- Problem description -
Word for word, return the lines from the start of the entries below through the line that has "g.lineCap = dash ? 'butt' : 'round';".
Given records Block Start
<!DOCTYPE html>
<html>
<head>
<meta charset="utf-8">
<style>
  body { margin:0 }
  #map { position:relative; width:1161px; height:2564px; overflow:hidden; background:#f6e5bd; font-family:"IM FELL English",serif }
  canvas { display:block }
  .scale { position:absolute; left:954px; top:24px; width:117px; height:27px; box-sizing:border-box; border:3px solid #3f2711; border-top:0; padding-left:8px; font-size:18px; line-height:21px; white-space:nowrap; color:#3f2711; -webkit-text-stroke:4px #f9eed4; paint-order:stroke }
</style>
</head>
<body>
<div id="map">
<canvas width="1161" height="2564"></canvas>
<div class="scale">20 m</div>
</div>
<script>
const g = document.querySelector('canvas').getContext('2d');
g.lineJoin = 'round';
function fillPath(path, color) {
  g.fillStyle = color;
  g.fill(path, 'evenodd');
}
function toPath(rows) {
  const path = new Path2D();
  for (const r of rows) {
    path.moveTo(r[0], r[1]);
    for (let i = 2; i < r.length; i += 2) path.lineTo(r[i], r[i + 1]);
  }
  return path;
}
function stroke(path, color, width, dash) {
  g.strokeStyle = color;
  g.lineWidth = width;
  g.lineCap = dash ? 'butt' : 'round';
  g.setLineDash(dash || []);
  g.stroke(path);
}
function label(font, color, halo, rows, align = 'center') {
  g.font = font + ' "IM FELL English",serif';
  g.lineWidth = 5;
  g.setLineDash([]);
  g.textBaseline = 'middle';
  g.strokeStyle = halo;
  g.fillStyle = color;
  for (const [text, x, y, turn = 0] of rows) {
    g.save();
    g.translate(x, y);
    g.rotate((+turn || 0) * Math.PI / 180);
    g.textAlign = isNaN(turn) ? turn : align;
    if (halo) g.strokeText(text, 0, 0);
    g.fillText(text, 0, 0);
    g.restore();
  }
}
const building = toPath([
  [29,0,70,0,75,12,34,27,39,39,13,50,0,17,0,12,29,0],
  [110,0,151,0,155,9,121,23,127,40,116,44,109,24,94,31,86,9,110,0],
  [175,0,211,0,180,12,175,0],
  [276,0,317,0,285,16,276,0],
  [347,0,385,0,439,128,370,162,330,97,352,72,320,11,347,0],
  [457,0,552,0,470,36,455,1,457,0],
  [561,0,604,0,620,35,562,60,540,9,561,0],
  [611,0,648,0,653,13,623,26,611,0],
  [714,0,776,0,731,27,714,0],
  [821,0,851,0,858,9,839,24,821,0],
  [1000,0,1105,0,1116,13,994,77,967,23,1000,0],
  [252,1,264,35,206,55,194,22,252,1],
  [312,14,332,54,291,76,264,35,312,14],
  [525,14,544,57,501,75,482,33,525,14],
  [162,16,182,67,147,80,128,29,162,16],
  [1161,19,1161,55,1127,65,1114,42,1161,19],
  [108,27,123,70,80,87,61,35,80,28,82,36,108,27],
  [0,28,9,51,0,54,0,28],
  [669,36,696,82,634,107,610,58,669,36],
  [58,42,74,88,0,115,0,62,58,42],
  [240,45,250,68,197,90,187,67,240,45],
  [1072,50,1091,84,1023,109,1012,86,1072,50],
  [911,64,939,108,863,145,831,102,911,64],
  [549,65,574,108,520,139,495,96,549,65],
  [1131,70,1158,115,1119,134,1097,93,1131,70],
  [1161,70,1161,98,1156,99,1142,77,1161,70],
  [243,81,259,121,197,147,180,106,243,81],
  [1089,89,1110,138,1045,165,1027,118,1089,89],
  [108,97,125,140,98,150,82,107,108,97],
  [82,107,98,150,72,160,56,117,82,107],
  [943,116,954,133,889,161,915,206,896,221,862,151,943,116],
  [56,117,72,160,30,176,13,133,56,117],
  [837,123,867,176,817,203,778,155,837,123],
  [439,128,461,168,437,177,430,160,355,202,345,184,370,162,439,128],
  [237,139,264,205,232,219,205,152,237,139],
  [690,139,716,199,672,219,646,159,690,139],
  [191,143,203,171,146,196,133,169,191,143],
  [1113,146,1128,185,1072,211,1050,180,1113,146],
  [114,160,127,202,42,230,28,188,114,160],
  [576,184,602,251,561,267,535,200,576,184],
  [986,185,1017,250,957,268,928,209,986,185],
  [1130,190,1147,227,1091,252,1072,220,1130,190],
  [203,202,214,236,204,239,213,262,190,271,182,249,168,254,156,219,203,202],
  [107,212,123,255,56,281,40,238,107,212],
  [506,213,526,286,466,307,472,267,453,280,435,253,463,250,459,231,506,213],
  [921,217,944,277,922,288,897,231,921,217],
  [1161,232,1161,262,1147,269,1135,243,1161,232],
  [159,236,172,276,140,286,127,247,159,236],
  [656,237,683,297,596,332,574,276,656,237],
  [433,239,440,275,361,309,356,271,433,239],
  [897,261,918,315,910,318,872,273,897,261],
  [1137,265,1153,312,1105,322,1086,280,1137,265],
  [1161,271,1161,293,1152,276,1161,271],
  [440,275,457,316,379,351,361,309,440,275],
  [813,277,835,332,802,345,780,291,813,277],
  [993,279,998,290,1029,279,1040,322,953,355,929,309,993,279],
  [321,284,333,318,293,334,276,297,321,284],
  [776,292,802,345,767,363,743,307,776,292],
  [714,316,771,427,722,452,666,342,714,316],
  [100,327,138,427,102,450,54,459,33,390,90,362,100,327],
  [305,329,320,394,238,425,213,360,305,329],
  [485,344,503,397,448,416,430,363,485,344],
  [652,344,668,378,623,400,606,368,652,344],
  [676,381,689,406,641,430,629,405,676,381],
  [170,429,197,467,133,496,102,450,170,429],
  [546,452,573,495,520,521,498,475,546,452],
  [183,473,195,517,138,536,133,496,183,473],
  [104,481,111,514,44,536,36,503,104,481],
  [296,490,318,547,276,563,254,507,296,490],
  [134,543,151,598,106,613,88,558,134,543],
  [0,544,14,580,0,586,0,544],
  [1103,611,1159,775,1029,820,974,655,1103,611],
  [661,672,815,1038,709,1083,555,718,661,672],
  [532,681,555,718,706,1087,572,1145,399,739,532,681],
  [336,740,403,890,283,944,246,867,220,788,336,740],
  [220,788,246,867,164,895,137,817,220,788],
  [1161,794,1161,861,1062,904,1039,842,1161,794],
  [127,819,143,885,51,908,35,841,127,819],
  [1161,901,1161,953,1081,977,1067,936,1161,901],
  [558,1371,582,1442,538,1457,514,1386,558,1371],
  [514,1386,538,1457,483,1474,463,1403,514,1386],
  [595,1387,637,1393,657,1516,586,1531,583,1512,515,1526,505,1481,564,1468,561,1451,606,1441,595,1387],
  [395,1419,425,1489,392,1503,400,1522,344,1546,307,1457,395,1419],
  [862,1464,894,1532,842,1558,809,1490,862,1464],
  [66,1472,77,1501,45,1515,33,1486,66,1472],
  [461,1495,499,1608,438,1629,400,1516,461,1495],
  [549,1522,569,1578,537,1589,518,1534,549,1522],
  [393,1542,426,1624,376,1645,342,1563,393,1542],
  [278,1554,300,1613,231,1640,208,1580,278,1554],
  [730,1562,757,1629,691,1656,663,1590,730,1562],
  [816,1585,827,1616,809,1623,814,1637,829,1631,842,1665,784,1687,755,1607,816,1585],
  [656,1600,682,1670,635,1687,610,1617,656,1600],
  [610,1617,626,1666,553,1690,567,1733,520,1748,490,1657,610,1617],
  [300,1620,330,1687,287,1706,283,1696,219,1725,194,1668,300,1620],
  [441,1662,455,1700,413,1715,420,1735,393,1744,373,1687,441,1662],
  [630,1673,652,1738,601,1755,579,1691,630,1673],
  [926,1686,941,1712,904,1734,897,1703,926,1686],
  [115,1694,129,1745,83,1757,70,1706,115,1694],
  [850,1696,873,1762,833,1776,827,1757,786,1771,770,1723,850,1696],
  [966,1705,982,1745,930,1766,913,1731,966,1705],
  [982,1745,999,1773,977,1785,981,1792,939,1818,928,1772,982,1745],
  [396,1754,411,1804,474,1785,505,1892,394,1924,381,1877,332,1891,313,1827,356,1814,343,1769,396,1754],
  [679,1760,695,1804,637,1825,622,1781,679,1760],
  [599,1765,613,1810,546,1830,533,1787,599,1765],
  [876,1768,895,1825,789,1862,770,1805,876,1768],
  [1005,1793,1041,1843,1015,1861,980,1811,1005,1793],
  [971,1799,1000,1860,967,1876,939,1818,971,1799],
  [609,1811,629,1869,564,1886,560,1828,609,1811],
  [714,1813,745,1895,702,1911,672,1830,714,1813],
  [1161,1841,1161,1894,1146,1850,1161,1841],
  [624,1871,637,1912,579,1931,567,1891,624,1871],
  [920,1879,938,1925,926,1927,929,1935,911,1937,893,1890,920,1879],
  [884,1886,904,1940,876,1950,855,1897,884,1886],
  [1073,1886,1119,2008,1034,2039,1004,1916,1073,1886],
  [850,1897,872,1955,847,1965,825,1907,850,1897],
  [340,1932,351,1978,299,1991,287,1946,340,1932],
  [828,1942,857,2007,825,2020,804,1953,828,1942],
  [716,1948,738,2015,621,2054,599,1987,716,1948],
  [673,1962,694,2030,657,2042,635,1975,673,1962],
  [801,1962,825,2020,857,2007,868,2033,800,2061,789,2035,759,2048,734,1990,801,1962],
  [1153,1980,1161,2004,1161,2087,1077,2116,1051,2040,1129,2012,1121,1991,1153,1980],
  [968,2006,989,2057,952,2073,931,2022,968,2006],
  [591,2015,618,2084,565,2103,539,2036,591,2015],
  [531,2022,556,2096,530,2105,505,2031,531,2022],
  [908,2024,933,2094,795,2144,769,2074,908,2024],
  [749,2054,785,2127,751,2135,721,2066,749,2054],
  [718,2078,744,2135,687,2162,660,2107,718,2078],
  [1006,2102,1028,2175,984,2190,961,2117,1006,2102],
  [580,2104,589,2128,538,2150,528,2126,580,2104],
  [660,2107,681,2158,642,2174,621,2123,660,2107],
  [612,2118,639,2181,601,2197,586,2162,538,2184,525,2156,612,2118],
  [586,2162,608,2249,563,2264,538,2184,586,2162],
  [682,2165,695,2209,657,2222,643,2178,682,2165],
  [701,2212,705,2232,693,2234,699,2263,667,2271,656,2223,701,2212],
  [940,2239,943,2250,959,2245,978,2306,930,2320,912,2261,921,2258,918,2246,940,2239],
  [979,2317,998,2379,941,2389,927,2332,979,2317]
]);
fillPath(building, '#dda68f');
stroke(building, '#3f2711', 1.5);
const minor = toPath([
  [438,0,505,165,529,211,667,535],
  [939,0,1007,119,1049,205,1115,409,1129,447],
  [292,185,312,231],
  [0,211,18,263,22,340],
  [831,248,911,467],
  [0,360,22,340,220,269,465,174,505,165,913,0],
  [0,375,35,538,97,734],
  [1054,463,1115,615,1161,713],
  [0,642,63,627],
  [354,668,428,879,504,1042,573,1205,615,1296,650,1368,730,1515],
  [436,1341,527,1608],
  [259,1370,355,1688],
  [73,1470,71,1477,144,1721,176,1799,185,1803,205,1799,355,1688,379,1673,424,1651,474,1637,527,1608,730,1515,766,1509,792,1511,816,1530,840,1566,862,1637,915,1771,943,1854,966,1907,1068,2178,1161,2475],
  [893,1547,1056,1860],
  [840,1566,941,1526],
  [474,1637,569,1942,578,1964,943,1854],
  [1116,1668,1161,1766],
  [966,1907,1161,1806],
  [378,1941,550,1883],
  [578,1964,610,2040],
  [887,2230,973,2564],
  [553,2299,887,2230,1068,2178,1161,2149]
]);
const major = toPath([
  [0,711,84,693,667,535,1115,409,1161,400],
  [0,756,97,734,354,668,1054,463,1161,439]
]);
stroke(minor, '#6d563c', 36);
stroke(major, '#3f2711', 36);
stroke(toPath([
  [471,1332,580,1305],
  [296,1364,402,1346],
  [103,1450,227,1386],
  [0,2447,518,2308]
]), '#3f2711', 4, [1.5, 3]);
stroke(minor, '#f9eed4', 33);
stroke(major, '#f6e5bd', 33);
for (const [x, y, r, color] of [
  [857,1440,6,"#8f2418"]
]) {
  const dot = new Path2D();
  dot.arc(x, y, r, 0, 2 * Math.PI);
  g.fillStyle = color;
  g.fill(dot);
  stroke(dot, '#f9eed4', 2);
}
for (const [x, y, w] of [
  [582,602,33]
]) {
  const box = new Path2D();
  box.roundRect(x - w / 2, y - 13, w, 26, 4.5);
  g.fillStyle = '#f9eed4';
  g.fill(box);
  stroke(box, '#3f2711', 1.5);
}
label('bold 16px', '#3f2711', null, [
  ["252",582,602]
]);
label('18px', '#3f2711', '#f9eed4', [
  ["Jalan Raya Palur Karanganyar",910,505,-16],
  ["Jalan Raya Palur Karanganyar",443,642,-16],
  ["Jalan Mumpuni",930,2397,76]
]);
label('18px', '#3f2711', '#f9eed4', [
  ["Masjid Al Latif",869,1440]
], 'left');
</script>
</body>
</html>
Given records Block End
- Task solution -
<!DOCTYPE html>
<html>
<head>
<meta charset="utf-8">
<style>
  body { margin:0 }
  #map { position:relative; width:1161px; height:2564px; overflow:hidden; background:#f6e5bd; font-family:"IM FELL English",serif }
  canvas { display:block }
  .scale { position:absolute; left:954px; top:24px; width:117px; height:27px; box-sizing:border-box; border:3px solid #3f2711; border-top:0; padding-left:8px; font-size:18px; line-height:21px; white-space:nowrap; color:#3f2711; -webkit-text-stroke:4px #f9eed4; paint-order:stroke }
</style>
</head>
<body>
<div id="map">
<canvas width="1161" height="2564"></canvas>
<div class="scale">20 m</div>
</div>
<script>
const g = document.querySelector('canvas').getContext('2d');
g.lineJoin = 'round';
function fillPath(path, color) {
  g.fillStyle = color;
  g.fill(path, 'evenodd');
}
function toPath(rows) {
  const path = new Path2D();
  for (const r of rows) {
    path.moveTo(r[0], r[1]);
    for (let i = 2; i < r.length; i += 2) path.lineTo(r[i], r[i + 1]);
  }
  return path;
}
function stroke(path, color, width, dash) {
  g.strokeStyle = color;
  g.lineWidth = width;
  g.lineCap = dash ? 'butt' : 'round';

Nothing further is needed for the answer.